- [TASK GOAL]
Only the lines from the top of the data through the one with "Annotation task. Give" are to be written out, each exactly as it stands.

[Collected data]

%%

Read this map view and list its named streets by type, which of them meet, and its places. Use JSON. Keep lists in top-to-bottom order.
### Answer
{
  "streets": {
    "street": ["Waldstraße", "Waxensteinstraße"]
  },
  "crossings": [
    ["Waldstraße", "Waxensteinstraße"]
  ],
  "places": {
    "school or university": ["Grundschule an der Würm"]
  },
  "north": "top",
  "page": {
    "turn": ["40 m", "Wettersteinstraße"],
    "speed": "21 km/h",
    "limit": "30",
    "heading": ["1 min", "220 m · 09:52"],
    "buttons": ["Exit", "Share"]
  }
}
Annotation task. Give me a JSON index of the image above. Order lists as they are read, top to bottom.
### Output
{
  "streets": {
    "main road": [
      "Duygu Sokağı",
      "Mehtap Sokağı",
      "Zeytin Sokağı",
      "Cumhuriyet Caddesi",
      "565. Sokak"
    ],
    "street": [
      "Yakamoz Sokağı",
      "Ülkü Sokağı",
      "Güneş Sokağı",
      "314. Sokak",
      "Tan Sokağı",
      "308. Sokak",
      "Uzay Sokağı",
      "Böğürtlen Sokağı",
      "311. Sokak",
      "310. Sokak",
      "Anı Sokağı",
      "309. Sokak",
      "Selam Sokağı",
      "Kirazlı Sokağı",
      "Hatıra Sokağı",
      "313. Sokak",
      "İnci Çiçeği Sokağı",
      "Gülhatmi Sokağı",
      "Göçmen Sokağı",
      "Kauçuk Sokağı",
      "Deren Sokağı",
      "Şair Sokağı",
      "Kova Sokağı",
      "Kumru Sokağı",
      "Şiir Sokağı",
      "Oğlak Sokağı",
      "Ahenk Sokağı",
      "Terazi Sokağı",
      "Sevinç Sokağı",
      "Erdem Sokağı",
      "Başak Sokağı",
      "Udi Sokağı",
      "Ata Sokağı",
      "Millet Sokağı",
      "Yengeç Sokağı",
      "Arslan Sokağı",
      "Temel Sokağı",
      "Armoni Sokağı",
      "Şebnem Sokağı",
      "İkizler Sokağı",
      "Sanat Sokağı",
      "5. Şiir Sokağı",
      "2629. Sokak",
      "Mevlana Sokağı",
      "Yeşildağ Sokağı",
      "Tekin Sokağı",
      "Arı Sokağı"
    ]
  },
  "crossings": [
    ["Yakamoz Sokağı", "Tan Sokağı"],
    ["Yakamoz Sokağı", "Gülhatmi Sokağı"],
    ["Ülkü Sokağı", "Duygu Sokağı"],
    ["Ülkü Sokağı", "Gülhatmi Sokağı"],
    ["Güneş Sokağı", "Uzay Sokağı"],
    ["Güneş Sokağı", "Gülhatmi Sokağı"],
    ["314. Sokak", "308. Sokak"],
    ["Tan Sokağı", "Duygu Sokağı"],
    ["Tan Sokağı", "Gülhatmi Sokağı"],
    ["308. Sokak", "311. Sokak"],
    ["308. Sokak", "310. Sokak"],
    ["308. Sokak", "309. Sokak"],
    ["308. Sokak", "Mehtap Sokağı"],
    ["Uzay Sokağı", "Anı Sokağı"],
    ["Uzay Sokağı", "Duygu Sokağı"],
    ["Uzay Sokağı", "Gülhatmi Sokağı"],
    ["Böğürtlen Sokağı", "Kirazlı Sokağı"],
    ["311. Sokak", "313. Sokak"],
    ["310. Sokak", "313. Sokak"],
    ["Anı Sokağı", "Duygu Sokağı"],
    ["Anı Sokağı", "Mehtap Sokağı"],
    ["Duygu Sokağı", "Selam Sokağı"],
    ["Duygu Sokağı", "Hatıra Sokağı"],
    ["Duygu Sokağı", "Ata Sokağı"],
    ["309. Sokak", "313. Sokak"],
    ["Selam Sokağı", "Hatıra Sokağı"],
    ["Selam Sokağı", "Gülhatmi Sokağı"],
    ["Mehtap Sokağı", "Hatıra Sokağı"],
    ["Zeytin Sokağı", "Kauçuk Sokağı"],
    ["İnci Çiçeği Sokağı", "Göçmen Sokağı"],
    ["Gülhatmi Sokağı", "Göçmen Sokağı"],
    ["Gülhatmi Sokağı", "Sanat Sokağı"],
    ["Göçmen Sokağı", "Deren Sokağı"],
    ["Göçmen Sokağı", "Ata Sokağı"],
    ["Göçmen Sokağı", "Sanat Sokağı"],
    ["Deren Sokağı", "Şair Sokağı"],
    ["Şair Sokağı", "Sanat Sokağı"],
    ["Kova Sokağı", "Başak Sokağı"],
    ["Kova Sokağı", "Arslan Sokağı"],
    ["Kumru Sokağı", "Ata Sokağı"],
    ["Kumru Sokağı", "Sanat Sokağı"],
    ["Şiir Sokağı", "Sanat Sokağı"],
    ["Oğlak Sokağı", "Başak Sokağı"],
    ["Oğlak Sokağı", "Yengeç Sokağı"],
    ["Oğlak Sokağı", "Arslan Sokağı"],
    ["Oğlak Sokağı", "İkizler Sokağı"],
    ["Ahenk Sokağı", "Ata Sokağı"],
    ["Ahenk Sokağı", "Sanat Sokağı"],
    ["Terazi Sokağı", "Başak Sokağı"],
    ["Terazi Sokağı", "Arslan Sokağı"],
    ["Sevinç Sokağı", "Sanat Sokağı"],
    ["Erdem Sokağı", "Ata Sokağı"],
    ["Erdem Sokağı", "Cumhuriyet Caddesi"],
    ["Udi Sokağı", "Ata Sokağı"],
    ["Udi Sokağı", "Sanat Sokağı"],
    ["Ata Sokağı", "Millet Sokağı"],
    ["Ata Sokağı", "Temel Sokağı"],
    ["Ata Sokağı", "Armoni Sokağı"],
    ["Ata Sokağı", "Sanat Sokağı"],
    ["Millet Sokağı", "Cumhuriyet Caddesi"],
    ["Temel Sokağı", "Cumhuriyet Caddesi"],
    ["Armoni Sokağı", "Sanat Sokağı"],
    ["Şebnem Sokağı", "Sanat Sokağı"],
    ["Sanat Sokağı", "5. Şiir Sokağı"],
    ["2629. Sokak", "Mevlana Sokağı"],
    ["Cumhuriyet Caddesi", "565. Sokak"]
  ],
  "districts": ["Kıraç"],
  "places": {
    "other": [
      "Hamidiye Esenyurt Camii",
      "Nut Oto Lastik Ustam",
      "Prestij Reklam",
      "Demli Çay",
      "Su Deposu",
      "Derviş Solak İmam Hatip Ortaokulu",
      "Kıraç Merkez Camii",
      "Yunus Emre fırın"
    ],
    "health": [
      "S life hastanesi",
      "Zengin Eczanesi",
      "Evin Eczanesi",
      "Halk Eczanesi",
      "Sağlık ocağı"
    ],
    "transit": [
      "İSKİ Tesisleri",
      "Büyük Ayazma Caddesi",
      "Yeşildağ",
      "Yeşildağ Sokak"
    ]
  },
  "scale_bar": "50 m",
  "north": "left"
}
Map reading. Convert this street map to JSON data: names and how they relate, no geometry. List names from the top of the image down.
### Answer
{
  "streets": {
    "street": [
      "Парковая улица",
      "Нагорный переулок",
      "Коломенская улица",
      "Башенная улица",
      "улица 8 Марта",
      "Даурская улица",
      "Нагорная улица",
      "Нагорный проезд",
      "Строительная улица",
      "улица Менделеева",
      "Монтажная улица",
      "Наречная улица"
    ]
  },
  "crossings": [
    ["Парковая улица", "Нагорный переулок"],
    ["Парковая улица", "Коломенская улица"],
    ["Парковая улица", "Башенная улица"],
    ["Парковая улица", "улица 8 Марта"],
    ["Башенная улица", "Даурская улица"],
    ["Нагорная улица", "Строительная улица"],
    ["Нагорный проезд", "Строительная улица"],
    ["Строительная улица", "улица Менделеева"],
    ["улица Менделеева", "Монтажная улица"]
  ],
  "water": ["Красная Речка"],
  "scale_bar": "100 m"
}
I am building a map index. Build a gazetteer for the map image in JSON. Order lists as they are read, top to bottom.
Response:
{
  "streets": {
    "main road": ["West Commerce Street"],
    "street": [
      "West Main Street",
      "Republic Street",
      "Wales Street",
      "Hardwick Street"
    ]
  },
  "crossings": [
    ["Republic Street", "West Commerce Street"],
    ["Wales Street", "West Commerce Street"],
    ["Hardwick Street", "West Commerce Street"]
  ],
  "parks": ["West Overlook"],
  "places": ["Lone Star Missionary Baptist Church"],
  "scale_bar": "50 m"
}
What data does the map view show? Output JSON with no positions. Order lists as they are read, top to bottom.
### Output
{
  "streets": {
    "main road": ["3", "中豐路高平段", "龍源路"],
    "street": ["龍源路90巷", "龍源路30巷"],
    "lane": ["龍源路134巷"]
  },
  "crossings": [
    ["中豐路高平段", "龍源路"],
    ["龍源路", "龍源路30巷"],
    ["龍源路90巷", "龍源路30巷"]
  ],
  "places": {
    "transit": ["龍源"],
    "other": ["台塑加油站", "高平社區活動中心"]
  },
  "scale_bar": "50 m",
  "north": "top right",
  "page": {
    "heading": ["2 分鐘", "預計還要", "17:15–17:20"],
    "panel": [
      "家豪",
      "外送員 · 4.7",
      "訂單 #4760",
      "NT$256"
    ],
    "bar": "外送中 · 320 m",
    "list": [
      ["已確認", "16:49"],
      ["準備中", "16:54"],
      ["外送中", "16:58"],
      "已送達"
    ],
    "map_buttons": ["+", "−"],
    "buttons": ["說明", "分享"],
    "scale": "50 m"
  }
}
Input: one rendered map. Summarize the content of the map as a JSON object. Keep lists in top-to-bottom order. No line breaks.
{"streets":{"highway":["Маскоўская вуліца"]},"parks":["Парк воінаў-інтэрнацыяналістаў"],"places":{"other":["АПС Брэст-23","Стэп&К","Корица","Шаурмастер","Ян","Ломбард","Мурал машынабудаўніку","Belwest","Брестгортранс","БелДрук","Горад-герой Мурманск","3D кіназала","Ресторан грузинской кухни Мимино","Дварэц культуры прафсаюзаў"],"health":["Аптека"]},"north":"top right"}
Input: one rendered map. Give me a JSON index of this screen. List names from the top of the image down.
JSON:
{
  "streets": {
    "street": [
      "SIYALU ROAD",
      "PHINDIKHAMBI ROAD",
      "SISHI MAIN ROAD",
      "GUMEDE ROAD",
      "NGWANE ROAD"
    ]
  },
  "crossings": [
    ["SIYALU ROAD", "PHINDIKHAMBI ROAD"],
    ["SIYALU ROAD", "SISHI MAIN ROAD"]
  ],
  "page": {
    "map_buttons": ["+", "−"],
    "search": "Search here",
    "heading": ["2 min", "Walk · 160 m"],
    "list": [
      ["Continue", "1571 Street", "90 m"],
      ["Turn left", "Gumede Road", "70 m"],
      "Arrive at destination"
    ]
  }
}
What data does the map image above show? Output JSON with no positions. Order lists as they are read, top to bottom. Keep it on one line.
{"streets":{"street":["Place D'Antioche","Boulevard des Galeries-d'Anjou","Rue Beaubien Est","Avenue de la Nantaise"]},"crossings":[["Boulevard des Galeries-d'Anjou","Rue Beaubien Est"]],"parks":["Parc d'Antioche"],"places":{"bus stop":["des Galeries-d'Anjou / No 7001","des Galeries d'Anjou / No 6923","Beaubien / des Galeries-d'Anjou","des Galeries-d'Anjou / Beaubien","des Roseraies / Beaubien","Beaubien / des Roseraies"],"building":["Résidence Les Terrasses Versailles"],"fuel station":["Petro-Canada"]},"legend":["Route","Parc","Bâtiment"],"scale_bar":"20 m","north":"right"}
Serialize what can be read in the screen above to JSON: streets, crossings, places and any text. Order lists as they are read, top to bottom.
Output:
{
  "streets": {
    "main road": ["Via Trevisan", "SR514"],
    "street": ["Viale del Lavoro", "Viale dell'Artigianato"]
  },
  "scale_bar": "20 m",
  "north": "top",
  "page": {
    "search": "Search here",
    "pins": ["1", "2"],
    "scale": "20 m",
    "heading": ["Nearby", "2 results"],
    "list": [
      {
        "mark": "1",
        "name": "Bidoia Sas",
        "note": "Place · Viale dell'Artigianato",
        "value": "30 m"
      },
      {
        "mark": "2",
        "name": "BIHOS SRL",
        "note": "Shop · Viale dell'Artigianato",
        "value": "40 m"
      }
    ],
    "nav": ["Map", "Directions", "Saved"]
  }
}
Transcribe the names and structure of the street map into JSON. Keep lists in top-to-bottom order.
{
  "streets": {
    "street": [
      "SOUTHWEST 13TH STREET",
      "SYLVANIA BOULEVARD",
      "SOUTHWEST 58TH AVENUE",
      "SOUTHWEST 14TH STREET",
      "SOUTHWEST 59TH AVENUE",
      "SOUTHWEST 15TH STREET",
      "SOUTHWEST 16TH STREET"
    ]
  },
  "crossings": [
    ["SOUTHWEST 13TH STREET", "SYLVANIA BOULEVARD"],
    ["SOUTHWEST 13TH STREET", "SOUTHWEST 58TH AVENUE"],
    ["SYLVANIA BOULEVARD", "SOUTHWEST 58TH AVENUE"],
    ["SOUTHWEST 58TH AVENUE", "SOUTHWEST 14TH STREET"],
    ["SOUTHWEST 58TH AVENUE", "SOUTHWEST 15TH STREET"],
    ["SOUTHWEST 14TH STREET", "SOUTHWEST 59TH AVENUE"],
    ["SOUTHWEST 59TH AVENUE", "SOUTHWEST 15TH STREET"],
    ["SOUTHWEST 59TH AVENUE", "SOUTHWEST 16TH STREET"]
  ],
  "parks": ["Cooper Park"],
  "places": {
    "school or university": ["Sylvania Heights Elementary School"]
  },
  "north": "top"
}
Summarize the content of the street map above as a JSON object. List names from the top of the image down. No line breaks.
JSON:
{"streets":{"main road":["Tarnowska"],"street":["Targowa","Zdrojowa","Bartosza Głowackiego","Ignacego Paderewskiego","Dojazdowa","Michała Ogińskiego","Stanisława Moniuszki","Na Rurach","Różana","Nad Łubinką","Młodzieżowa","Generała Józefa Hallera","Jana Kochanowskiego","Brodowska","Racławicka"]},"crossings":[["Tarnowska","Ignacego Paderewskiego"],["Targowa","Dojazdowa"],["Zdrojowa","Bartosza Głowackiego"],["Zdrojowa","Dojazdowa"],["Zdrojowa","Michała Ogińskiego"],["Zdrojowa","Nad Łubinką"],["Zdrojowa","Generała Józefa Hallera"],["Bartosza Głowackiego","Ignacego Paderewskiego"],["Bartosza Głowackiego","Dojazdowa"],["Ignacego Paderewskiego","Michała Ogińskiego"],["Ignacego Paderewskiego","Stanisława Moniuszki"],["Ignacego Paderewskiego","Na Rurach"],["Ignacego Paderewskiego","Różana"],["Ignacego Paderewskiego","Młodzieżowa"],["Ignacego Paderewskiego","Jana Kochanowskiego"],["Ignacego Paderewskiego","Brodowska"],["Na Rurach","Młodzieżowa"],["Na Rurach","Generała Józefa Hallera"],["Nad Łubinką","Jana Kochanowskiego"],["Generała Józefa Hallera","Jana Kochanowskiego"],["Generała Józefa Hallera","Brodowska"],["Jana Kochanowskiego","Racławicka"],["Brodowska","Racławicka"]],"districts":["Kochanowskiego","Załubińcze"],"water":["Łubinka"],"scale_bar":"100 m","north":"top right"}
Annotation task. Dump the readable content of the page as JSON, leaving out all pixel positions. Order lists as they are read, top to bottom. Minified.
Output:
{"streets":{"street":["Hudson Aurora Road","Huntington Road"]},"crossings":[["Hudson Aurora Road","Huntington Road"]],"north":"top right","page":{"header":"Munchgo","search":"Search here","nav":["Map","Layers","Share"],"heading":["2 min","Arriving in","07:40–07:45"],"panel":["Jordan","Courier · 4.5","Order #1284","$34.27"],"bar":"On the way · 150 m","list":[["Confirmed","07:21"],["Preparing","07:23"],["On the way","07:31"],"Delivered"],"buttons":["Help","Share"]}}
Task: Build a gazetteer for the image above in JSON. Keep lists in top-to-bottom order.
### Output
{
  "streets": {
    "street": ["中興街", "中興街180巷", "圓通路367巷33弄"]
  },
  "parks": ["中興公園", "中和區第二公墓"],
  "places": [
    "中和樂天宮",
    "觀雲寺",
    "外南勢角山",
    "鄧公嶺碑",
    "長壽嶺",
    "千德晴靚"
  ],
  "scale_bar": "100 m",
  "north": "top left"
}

%%

- [TASK OUTPUT]
Read this map view and list its named streets by type, which of them meet, and its places. Use JSON. Keep lists in top-to-bottom order.
### Answer
{
  "streets": {
    "street": ["Waldstraße", "Waxensteinstraße"]
  },
  "crossings": [
    ["Waldstraße", "Waxensteinstraße"]
  ],
  "places": {
    "school or university": ["Grundschule an der Würm"]
  },
  "north": "top",
  "page": {
    "turn": ["40 m", "Wettersteinstraße"],
    "speed": "21 km/h",
    "limit": "30",
    "heading": ["1 min", "220 m · 09:52"],
    "buttons": ["Exit", "Share"]
  }
}
Annotation task. Give me a JSON index of the image above. Order lists as they are read, top to bottom.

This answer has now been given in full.